Information security of automated systems (ACS)
The information security of an automated control system is becoming a serious challenge for an IT specialist, since a violation of the safe operation of an automated control system for a hazardous production facility or an object of a critical information infrastructure promises big problems. The solution to the problem will be effective if we rely on international safety standards.

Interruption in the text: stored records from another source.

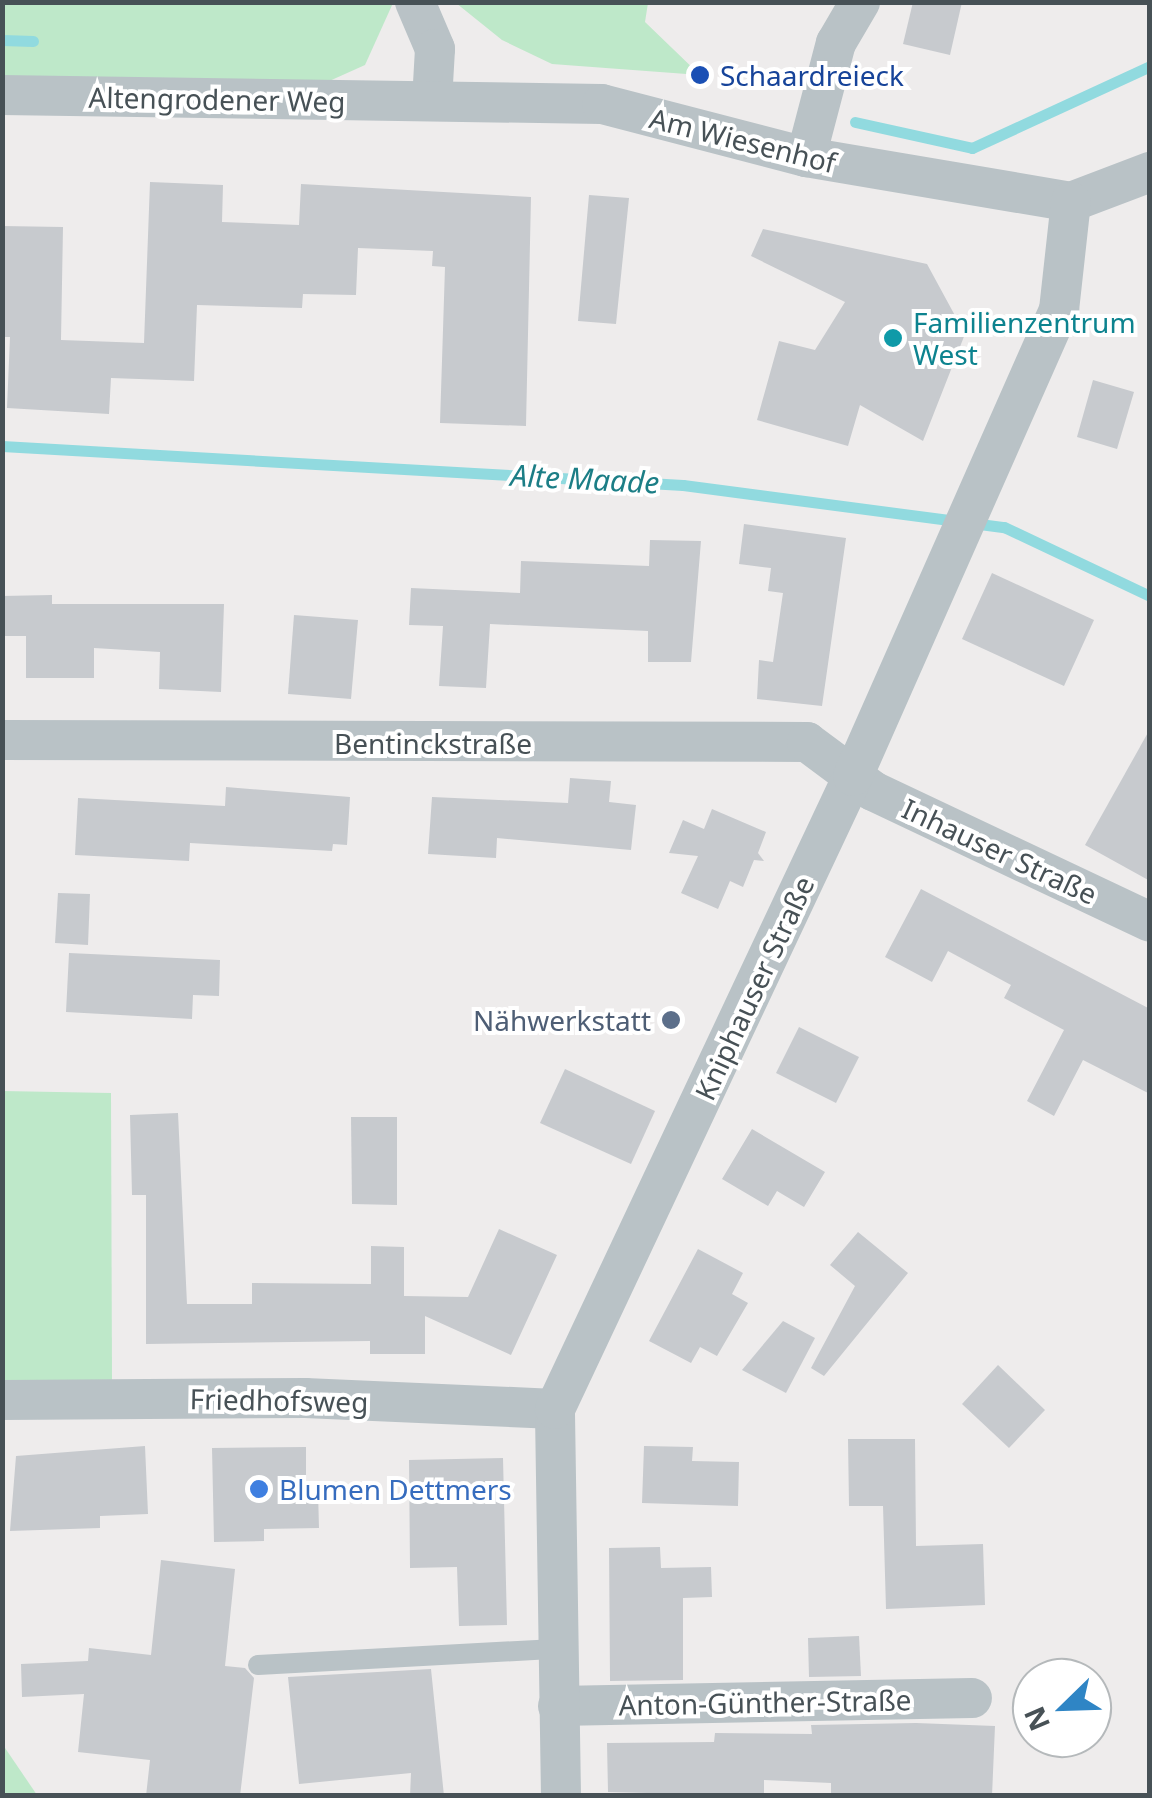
<!DOCTYPE html>
<html>
<head>
<meta charset="utf-8">
<style>
	body { margin:0 }
	#map { position:relative; width:1152px; height:1798px; overflow:hidden; background:#eeecec; font-family:"Noto Sans",sans-serif }
	div>[style] { position:absolute }
	.green>* { inset:0; background:#bee8c9 }
	.stream>* { height:11px; margin:-5.5px; padding:0 5.5px; transform-origin:5.5px; border-radius:5.5px; background:#91dadf }
	.building>* { inset:0; background:#c7cace }
	.service>* { height:20px; margin:-10px; padding:0 10px; transform-origin:10px; border-radius:10px; background:#b9c2c6 }
	.minor>* { height:40px; margin:-20px; padding:0 20px; transform-origin:20px; border-radius:20px; background:#b9c2c6 }
	.dots>* { width:28px; height:28px; translate:-50% -50%; box-sizing:border-box; border:5px solid #fff; border-radius:50% }
	span { translate:-50% -50%; white-space:nowrap; text-align:center; line-height:1.15; -webkit-text-stroke:8px #fff; paint-order:stroke }
	.transit-label { font-size:28px; color:#164399 }
	.left { translate:0 -50%; text-align:left }
	.street-label { font-size:28px; color:#475156 }
	.culture-label { font-size:28px; color:#0d838f }
	.service-label { font-size:28px; color:#4e5e75 }
	.right { translate:-100% -50%; text-align:right }
	.shop-label { font-size:28px; color:#366cbe }
	.water-label { font-size:30px; color:#1c7e86; font-style:italic }
	.frame { position:absolute; inset:0; border:5px solid #475156; pointer-events:none }
	.north { position:absolute; left:1012px; top:1658px; width:100px; height:100px; box-sizing:border-box; background:#fff; border:2px solid #b5b9bb; border-radius:50%; rotate:247deg; font-size:28px; font-weight:700; line-height:40px; text-align:center; color:#475156 }
	.north::after { content:''; display:block; margin:auto; width:35px; height:45px; background:#2f85c5; clip-path:polygon(50% 0,100% 100%,50% 72%,0 100%) }
</style>
</head>
<body>
<div id="map">
	<div class="green">
		<i style="clip-path:polygon(3px 3px,393px 3px,365px 65px,287px 100px,3px 95px)"></i>
		<i style="clip-path:polygon(456px 3px,648px 3px,645px 22px,700px 75px,552px 64px,502px 40px)"></i>
		<i style="clip-path:polygon(2px 1091px,111px 1093px,112px 1383px,3px 1385px)"></i>
		<i style="clip-path:polygon(2px 1745px,3px 1745px,37px 1795px,3px 1795px)"></i>
	</div>
	<div class="stream">
		<i style="left:2px;top:40px;width:31px;rotate:2deg"></i>
		<i style="left:855px;top:122px;width:120px;rotate:12.5deg"></i>
		<i style="left:972px;top:148px;width:196px;rotate:-24.7deg"></i>
		<i style="left:2px;top:446px;width:682px;rotate:3.28deg"></i>
		<i style="left:683px;top:485px;width:324px;rotate:7.5deg"></i>
		<i style="left:1004px;top:527px;width:161px;rotate:25.3deg"></i>
	</div>
	<div class="building">
		<i style="clip-path:polygon(913px 2px,962px 2px,950px 55px,903px 44px)"></i>
		<i style="clip-path:polygon(150px 182px,223px 185px,222px 222px,299px 225px,301px 184px,531px 197px,526px 426px,440px 423px,445px 267px,432px 266px,433px 251px,358px 248px,356px 295px,303px 294px,302px 308px,197px 305px,194px 381px,111px 378px,109px 414px,7px 408px,10px 337px,2px 337px,2px 226px,63px 227px,61px 340px,144px 343px)"></i>
		<i style="clip-path:polygon(589px 195px,629px 198px,616px 324px,578px 321px)"></i>
		<i style="clip-path:polygon(763px 229px,927px 264px,965px 334px,923px 441px,860px 405px,848px 446px,757px 420px,779px 341px,815px 350px,845px 302px,751px 256px)"></i>
		<i style="clip-path:polygon(1093px 380px,1134px 392px,1117px 449px,1077px 437px)"></i>
		<i style="clip-path:polygon(744px 524px,846px 538px,822px 706px,757px 699px,759px 660px,773px 662px,783px 593px,768px 591px,771px 568px,739px 564px)"></i>
		<i style="clip-path:polygon(650px 540px,701px 541px,691px 662px,648px 662px,648px 631px,490px 624px,486px 688px,439px 686px,443px 626px,409px 625px,411px 588px,520px 593px,521px 561px,649px 566px)"></i>
		<i style="clip-path:polygon(992px 573px,1094px 620px,1064px 686px,962px 639px)"></i>
		<i style="clip-path:polygon(52px 595px,52px 604px,224px 604px,221px 692px,159px 689px,160px 652px,94px 648px,94px 678px,26px 678px,26px 636px,2px 636px,2px 596px)"></i>
		<i style="clip-path:polygon(294px 615px,358px 620px,351px 699px,288px 694px)"></i>
		<i style="clip-path:polygon(1150px 729px,1150px 881px,1085px 845px)"></i>
		<i style="clip-path:polygon(570px 778px,611px 781px,609px 802px,636px 805px,631px 850px,497px 838px,496px 858px,428px 854px,432px 797px,568px 803px)"></i>
		<i style="clip-path:polygon(226px 787px,350px 797px,347px 845px,333px 844px,332px 851px,190px 843px,189px 861px,75px 855px,78px 798px,225px 806px)"></i>
		<i style="clip-path:polygon(712px 809px,766px 832px,758px 853px,764px 861px,754px 860px,743px 887px,730px 881px,718px 909px,681px 893px,698px 856px,669px 853px,683px 820px,704px 829px)"></i>
		<i style="clip-path:polygon(921px 889px,1150px 1009px,1150px 1094px,1083px 1060px,1054px 1116px,1027px 1101px,1064px 1030px,1004px 998px,1011px 985px,948px 951px,932px 982px,885px 957px)"></i>
		<i style="clip-path:polygon(58px 893px,90px 894px,88px 945px,55px 943px)"></i>
		<i style="clip-path:polygon(69px 953px,220px 960px,219px 996px,193px 995px,192px 1019px,66px 1012px)"></i>
		<i style="clip-path:polygon(799px 1027px,859px 1057px,836px 1103px,776px 1073px)"></i>
		<i style="clip-path:polygon(565px 1069px,655px 1111px,631px 1164px,540px 1123px)"></i>
		<i style="clip-path:polygon(178px 1113px,187px 1304px,252px 1304px,252px 1283px,371px 1284px,371px 1246px,404px 1247px,404px 1296px,468px 1297px,499px 1229px,557px 1255px,511px 1355px,425px 1316px,425px 1354px,370px 1354px,370px 1341px,146px 1344px,146px 1195px,132px 1195px,130px 1115px)"></i>
		<i style="clip-path:polygon(351px 1117px,397px 1117px,397px 1205px,352px 1204px)"></i>
		<i style="clip-path:polygon(752px 1129px,825px 1172px,804px 1207px,777px 1191px,768px 1206px,722px 1179px)"></i>
		<i style="clip-path:polygon(858px 1232px,908px 1273px,824px 1376px,811px 1368px,855px 1286px,830px 1265px)"></i>
		<i style="clip-path:polygon(698px 1249px,743px 1273px,732px 1294px,748px 1303px,717px 1356px,700px 1347px,691px 1363px,649px 1341px)"></i>
		<i style="clip-path:polygon(783px 1321px,815px 1338px,786px 1393px,742px 1370px)"></i>
		<i style="clip-path:polygon(998px 1365px,1045px 1410px,1009px 1448px,962px 1404px)"></i>
		<i style="clip-path:polygon(848px 1439px,915px 1439px,916px 1546px,983px 1544px,985px 1605px,886px 1609px,883px 1506px,849px 1506px)"></i>
		<i style="clip-path:polygon(145px 1446px,148px 1514px,100px 1516px,100px 1528px,10px 1531px,16px 1456px)"></i>
		<i style="clip-path:polygon(644px 1446px,693px 1447px,692px 1461px,739px 1462px,738px 1506px,642px 1503px)"></i>
		<i style="clip-path:polygon(306px 1447px,306px 1491px,318px 1491px,319px 1528px,264px 1529px,264px 1541px,214px 1542px,212px 1448px)"></i>
		<i style="clip-path:polygon(503px 1458px,507px 1625px,459px 1626px,457px 1567px,410px 1568px,409px 1460px)"></i>
		<i style="clip-path:polygon(660px 1547px,661px 1568px,711px 1567px,712px 1597px,683px 1598px,683px 1680px,610px 1681px,609px 1548px)"></i>
		<i style="clip-path:polygon(161px 1560px,235px 1569px,225px 1666px,245px 1668px,254px 1678px,240px 1796px,146px 1796px,150px 1760px,78px 1752px,84px 1694px,22px 1697px,21px 1664px,88px 1661px,89px 1648px,151px 1655px)"></i>
		<i style="clip-path:polygon(859px 1636px,861px 1676px,809px 1677px,808px 1638px)"></i>
		<i style="clip-path:polygon(431px 1669px,444px 1796px,410px 1796px,411px 1773px,299px 1784px,288px 1677px)"></i>
		<i style="clip-path:polygon(916px 1723px,995px 1726px,992px 1796px,831px 1796px,831px 1783px,764px 1780px,764px 1796px,608px 1792px,607px 1743px,714px 1742px,715px 1733px,812px 1734px,811px 1725px)"></i>
	</div>
	<div class="service">
		<i style="left:258px;top:1665px;width:298px;rotate:-3.1deg"></i>
	</div>
	<div class="minor">
		<i style="left:415px;top:2px;width:51px;rotate:66.9deg"></i>
		<i style="left:435px;top:49px;width:52px;rotate:93.3deg"></i>
		<i style="left:2px;top:95px;width:600px;rotate:0.86deg"></i>
		<i style="left:602px;top:104px;width:211px;rotate:14.6deg"></i>
		<i style="left:806px;top:157px;width:269px;rotate:9.6deg"></i>
		<i style="left:1071px;top:202px;width:85px;rotate:-20.8deg"></i>
		<i style="left:806px;top:157px;width:118px;rotate:-75.3deg"></i>
		<i style="left:836px;top:43px;width:48px;rotate:-59.7deg"></i>
		<i style="left:2px;top:740px;width:805px;rotate:0.14deg"></i>
		<i style="left:807px;top:742px;width:82px;rotate:36.6deg"></i>
		<i style="left:873px;top:791px;width:306px;rotate:25.3deg"></i>
		<i style="left:2px;top:1400px;width:303px;rotate:-0.4deg"></i>
		<i style="left:305px;top:1398px;width:250px;rotate:2.5deg"></i>
		<i style="left:558px;top:1706px;width:414px;rotate:-1.1deg"></i>
		<i style="left:561px;top:1796px;width:387px;rotate:-90.9deg"></i>
		<i style="left:555px;top:1409px;width:700px;rotate:-64.79deg"></i>
		<i style="left:853px;top:776px;width:510px;rotate:-66.15deg"></i>
		<i style="left:1059px;top:310px;width:109px;rotate:-83.7deg"></i>
	</div>
	<div class="dots">
		<i style="left:700px;top:75px;background:#1a4fb4"></i>
		<i style="left:893px;top:338px;background:#0f9aa8"></i>
		<i style="left:671px;top:1020px;background:#5c6f8a"></i>
		<i style="left:259px;top:1489px;background:#3f7fe0"></i>
	</div>
	<div class="transit-label">
		<span class="left" style="left:720px;top:75px">Schaardreieck</span>
	</div>
	<div class="street-label">
		<span style="left:217px;top:99px;rotate:1deg">Altengrodener Weg</span>
		<span style="left:743px;top:140px;rotate:14deg">Am Wiesenhof</span>
		<span style="left:433px;top:743px">Bentinckstraße</span>
		<span style="left:1000px;top:851px;rotate:25deg">Inhauser Straße</span>
		<span style="left:754px;top:988px;rotate:-65deg">Kniphauser Straße</span>
		<span style="left:279px;top:1400px;rotate:1deg">Friedhofsweg</span>
		<span style="left:765px;top:1702px;rotate:-1deg">Anton-Günther-Straße</span>
	</div>
	<div class="culture-label">
		<span class="left" style="left:913px;top:338px">Familienzentrum<br>West</span>
	</div>
	<div class="service-label">
		<span class="right" style="left:651px;top:1020px">Nähwerkstatt</span>
	</div>
	<div class="shop-label">
		<span class="left" style="left:279px;top:1489px">Blumen Dettmers</span>
	</div>
	<div class="water-label">
		<span style="left:585px;top:479px;rotate:3deg">Alte Maade</span>
	</div>
	<div class="frame"></div>
	<div class="north">N</div>
</div>
</body>
</html>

Difference of ACS from other information systems
ACS are designed to control physical objects - machines, equipment - and must solve problems of systematic, cyclical work, avoiding accidents. In English, the term ACS sounds like Industrial Control Systems (ICS) or Industrial Automation and Control Systems (IACS). The industrial nature of the system forces us to consider security issues separately from other systems, recommendations for them can be found in NIST SP 800-82.
The main differences are:
- unlike conventional IS, ACS works in real time;
- rebooting as a problem-solving method is unacceptable for the ACS;
- in risk management, ACS operates with physical processes, IS - data;
- for ACS, specialized operating systems are often used with carefully calibrated compatibility parameters and update control;
- communication protocols for ACS are always professional, sometimes dedicated communication channels are used;
- ACS support is carried out only by the manufacturer and supplier;
- ACS, unlike IC, often does not have memory reserves for the implementation of the safety function;
- the life cycle of an ACS is 15-30 years, for an IC this period is 3-5;
- ICS components are often located in physically inaccessible places, such as on an oil rig in the tundra.
These features show that the information security of the ACS is an independent task.
IS for ACS
Information security for automated control systems should be based on approved standards. The most popular is the ISO / IEC 27000 Information Technology standard, on the basis of which the Russian GOST was developed and implemented. The standard of the International Energy Commission, ISA / IEC 62443 Security for Industrial Automation and Control Systems, is also applied, a number of parts of which also work in terms of GOSTs.
Partially, the problem of ACS security is solved at the state level, they are licensed and certified without fail, the solution of this problem accounts for up to 10% of the cost of software. The main task in ensuring IS for ACS is to control risks with their preliminary ranking. Risks are distributed by levels:
- enterprise management;
- operational management of production;
- control and monitoring of physical processes;
- local control of equipment and processes;
- control of sensors and warning system.
At each of the levels, its own risks are identified, which must be blocked from information attacks or software failures to ensure security. In a full-fledged model of protection of ACS from risks, the following should be implemented:
- identity and authentication management;
- control over the use of equipment resources;
- guarantee of the integrity of the system and connections;
- data availability;
- control of data flows, avoidance of leaks;
- limited response time to incidents.
If these requirements are met, we can say that the information security of the automated control system is ensured.